Polynomial rings - GCD

Let $f(x) = 2x^3 + 2x^2 -x -1$

and let $g(x) = 2x^4 - x^2$

Find a(x) and b(x) such that

d(x) = a(x)f(x) + b(x)g(x)

where d(x) is the greatest common divisor of f(x) and g(x).
December 25th 2012, 08:00 PM
Deveno

Re: Polynomial rings - GCD

over what ring?
December 25th 2012, 09:08 PM
Bernhard

Re: Polynomial rings - GCD

My apologies!

The polynomials are over Q

Peter
December 25th 2012, 09:27 PM
ibdutt

Re: Polynomial rings - GCD

f(x) = (2x^2 – 1 )(x+1)
g(x) = x^2(2x^2 – 1 )
GCD of f(x) and g(x) is ( 2x^2 – 1 ) so d(x) = ( 2x^2 – 1 )
Now it is given that d(x) = a(x) f(x) + b(x) g(x)
So we get: ( 2x^2 – 1 ) = (2x^2 – 1 )(x+1) a(x) + b(x) x^2(2x^2 – 1 )
Dividing throughout by (2x^2 – 1 ) we get
1 = (x+1) a(x) + b(x) x^2 OR (x+1) a(x) + b(x) x^2 = 1
By observation we can see that equation will be true only if a(x) = 1 and b(x) = -1/x
Verification: LHS = (x+1) a(x) + b(x) x^2 = (x+1) ( 1 ) + (- 1/x ) x^2 = x + 1 – x = 1 = RHS
December 25th 2012, 09:59 PM
Deveno

Re: Polynomial rings - GCD

well Q[x] is euclidean. that's the key.

since g(x) has greater degree, we will divide g(x) by f(x), and keep track of our remainders.

so our first step is:

g(x) = q(x)(f(x)) + r(x) ,where deg(r) < deg(f) or r = 0. our first guess will be q(x) = x.

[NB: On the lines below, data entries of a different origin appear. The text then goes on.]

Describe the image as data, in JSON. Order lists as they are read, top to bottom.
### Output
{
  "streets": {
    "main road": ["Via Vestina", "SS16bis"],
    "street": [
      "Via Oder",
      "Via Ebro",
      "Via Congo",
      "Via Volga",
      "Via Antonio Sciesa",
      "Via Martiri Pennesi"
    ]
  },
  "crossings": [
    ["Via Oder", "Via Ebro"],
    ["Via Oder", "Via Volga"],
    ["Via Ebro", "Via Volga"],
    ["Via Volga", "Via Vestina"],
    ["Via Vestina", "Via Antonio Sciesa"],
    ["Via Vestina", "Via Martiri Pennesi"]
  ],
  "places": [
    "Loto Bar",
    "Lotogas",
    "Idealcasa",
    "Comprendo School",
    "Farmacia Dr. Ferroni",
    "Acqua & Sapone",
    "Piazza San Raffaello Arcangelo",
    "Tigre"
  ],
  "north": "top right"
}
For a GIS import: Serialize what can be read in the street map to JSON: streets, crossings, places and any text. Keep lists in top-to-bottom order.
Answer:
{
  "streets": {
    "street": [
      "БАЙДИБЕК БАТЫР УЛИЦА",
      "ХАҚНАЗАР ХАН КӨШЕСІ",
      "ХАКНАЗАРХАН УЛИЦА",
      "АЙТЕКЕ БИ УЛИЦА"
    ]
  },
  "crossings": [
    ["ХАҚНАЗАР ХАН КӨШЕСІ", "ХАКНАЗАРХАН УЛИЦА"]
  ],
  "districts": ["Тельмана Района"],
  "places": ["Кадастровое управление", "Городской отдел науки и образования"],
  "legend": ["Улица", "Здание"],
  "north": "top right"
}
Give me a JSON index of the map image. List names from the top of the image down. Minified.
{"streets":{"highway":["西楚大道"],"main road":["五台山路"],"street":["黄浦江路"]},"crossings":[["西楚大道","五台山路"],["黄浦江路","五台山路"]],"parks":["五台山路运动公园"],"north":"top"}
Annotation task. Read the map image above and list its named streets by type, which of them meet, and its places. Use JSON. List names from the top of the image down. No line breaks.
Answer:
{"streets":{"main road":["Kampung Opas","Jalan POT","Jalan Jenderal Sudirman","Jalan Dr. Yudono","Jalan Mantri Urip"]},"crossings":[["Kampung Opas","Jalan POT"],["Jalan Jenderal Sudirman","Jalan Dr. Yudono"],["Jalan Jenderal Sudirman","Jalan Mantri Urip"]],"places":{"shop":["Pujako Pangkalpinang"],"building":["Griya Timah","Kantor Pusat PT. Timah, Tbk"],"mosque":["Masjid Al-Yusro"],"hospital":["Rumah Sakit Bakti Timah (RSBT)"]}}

to find r(x) we simply subtract g(x) - x(f(x)) = 2x⁴ - x² - x(2x³ + 2x² - x - 1) = 2x⁴ - x² - 2x⁴ - 2x³ + x² + x

= -2x³ + x. this has the same degree as f, so our next step is guess q(x) = x - 1 (using a bigger coefficient of x won't help, so we go "the next power down").

r(x) = g(x) - q(x)f(x) = 2x⁴ - x² - (x - 1)(2x³ + 2x² - x - 1) = 2x⁴ - x² - 2x⁴ + 3x² - 1 = 2x² - 1

now we have a proper remainder r(x).

to continue, we do the same process with f(x) and r(x). again, we'll try q'(x) = x as our first guess.

r'(x) = f(x) - x(r(x)) = 2x³ + 2x² - x - 1 - x(2x² - 1) = 2x³ +2x² - x - 1 - 2x³ + x = 2x² - 1.

obviously, this won't do, since deg(r') = deg(r), so we try q'(x) = x + 1.

then r'(x) = f(x) - q'(x)r(x) = 2x³ +2x² - x - 1 - (x + 1)(2x² - 1) = 2x³ +2x² - x - 1 - 2x³ - 2x² + x + 1 = 0

"back up one step", we find that gcd(g(x),f(x)) = gcd(f(x),r(x)) = r(x) (since r(x)|f(x)).

hence gcd(g(x),f(x)) = 2x² - 1. you may (if you wish) verify that 2x² - 1 does indeed divide both f(x) and g(x).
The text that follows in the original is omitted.